Its net loss for the year came in at £6.95 billion ($8.72 billion) – compared to a £1.98 billion loss in 2015 – and was reflective of around £10 billion of one-off payments including litigation and cost cutting charges. It said restructuring costs were £2.1 billion for 2016, compared with £2.9 billion in 2015.
“(It’s) difficult to announce that sort of loss, particularly one of that magnitude,” Ewen Stevenson, RBS chief financial officer, told CNBC on Friday.
The U.K.-based lender, which required a state bailout during the financial crash, has now been unable to report an annual profit since 2007. The embattled bank has waded through several legal scandals, job cuts and asset sales over the past decade.

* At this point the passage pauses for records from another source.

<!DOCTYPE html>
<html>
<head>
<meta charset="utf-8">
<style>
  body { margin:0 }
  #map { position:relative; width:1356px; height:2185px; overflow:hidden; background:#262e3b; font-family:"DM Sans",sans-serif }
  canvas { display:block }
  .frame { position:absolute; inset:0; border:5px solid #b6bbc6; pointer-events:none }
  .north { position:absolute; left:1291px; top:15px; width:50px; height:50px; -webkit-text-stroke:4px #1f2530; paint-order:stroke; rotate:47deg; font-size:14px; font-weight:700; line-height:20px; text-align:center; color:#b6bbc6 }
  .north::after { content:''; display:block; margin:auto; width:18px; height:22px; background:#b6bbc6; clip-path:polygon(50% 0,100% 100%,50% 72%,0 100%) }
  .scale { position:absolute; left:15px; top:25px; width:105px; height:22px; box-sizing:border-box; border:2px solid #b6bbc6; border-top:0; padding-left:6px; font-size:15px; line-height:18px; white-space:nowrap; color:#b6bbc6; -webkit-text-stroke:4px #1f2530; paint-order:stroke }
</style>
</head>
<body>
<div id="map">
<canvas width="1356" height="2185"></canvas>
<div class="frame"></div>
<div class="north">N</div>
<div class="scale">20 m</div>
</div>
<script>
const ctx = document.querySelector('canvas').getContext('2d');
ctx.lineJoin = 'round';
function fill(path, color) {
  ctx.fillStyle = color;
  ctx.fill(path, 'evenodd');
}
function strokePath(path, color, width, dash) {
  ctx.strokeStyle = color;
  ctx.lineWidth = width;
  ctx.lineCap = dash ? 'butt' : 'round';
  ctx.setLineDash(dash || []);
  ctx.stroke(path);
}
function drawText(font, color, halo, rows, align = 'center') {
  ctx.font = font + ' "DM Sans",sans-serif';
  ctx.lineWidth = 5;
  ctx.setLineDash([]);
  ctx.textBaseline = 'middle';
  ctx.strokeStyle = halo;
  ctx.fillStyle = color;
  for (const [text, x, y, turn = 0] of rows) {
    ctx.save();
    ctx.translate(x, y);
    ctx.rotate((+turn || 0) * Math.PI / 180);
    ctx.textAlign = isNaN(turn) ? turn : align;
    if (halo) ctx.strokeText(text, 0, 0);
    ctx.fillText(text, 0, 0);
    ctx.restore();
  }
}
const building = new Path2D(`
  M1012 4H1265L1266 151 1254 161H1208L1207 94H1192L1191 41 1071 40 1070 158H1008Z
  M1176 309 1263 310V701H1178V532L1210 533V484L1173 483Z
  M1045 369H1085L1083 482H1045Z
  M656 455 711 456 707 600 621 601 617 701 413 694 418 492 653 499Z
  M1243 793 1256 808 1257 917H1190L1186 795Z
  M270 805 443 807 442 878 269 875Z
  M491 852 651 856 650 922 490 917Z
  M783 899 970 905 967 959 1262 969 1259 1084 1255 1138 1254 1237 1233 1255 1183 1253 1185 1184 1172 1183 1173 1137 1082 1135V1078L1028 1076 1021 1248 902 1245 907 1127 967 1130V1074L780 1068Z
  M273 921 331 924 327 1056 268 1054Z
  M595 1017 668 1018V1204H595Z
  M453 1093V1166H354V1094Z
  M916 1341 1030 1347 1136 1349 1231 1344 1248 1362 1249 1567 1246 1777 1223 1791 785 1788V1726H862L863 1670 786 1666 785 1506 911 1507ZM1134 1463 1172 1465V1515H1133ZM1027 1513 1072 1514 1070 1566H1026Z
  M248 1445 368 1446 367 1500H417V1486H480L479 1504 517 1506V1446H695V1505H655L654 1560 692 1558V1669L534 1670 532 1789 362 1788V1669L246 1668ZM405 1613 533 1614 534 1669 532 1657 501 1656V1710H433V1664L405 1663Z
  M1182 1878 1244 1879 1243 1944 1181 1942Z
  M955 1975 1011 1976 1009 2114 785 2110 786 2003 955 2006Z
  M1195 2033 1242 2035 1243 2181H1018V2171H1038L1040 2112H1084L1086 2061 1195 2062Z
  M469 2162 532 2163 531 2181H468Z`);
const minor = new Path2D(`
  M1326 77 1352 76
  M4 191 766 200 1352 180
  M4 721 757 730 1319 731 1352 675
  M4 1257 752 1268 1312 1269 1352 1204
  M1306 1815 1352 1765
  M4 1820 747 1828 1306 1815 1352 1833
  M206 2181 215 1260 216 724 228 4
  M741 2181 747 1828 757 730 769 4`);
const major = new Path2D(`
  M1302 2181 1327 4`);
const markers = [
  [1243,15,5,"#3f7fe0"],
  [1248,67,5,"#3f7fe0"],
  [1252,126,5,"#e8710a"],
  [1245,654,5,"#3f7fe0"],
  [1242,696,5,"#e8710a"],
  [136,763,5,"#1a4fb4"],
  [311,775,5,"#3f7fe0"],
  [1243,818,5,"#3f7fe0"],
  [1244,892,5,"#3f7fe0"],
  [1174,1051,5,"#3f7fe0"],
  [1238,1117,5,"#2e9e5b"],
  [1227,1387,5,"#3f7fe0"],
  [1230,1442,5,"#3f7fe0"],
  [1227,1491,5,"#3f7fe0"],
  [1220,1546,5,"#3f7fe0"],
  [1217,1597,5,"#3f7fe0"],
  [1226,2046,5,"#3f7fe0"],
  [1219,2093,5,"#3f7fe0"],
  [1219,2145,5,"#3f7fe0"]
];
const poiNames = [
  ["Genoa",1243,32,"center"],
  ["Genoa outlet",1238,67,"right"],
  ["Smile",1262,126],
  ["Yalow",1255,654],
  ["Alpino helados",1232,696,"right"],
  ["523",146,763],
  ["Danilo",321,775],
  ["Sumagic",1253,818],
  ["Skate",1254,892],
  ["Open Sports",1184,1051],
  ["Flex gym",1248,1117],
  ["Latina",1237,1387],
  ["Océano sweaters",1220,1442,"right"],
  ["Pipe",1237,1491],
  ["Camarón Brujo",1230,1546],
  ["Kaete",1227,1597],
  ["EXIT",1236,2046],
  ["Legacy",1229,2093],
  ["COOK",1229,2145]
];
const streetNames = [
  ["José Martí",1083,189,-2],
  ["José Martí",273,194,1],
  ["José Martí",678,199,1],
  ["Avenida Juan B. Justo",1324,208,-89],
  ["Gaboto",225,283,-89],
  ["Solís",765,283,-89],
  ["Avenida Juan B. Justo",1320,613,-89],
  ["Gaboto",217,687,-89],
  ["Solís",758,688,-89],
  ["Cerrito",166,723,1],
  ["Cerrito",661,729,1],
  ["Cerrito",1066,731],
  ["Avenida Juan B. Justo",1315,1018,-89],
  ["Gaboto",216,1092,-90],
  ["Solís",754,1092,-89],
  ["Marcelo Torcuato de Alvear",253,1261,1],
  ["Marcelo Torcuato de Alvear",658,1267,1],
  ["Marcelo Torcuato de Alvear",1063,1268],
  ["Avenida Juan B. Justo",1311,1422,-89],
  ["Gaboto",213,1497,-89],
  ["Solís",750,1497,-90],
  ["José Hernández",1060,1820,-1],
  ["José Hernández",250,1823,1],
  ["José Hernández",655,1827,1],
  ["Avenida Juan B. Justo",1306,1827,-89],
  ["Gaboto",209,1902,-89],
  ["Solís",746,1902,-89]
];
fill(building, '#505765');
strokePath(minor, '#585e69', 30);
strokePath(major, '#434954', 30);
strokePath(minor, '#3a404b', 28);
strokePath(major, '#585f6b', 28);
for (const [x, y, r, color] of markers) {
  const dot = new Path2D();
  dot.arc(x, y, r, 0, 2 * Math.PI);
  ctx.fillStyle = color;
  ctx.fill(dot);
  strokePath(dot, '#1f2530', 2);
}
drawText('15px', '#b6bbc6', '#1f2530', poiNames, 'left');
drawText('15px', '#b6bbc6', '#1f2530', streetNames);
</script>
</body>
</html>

RBS announced Friday it plans to cut another £750 million in operating expenses next year in order to try to offset the challenge of making a profit in a low-interest rate economy. The bank also said it planned to store even more money to deal with U.S. legal action and the scrapped sale of its Williams & Glyn business.
It forecast that 2017 would be another year of losses but would swing back to full-year profits in 2018. CEO Ross McEwan said there would be further job losses at the bank as it targets £2 billion in savings over the next four years, according to Reuters.
Shares of the lender slipped over 2 percent shortly after markets opened in Europe on Friday morning.
“There is a decent bank inside RBS struggling to get out, but it’s those ‘one-off items’ which pop up with such alarming regularity which keep pushing the bank deep into the red,” Laith Khalaf, senior analyst at Hargreaves Lansdown, said in a note.
“The bank is certainly making progress, though it has been severely hampered by mopping up the mess left by the financial crisis. There is every reason to believe RBS can be a profitable bank, returned to private hands, the question is how long it will take to get there,” he concluded.
The U.K. government, which remains the majority shareholder of RBS after the lender was part-nationalized in 2008, has recently urged the European Commission to compromise in its demands for RBS to have to sell off more than 300 of its branches.
European regulators originally insisted the bank had to sell the branches by 2013 so as to prevent the lender from gaining an unfair advantage over its competitors. In fact, the sale of part of RBS’s assets had been a condition in the £45.5 billion state bailout package during the financial crisis.
The Commission is set to consider whether measures taken by RBS throughout its multi-year restructuring are equivalent to selling off its branches which would likely take many weeks to resolve, according to a Reuters report.
RBS, which was one of few U.K.-based banks to fail a stress test last November, has also faced massive fines for its role in the mis-selling of residential mortgage-backed securities (RMBS).
“I think there has been two significant issues overhanging the bank in recent months, one has been Williams & Glyn and the other has been U.S. RMBS, it’s clearly a significant issue that we need to get through before we can get back to being a normalized bank paying dividends (and) making profits,” Stevenson added.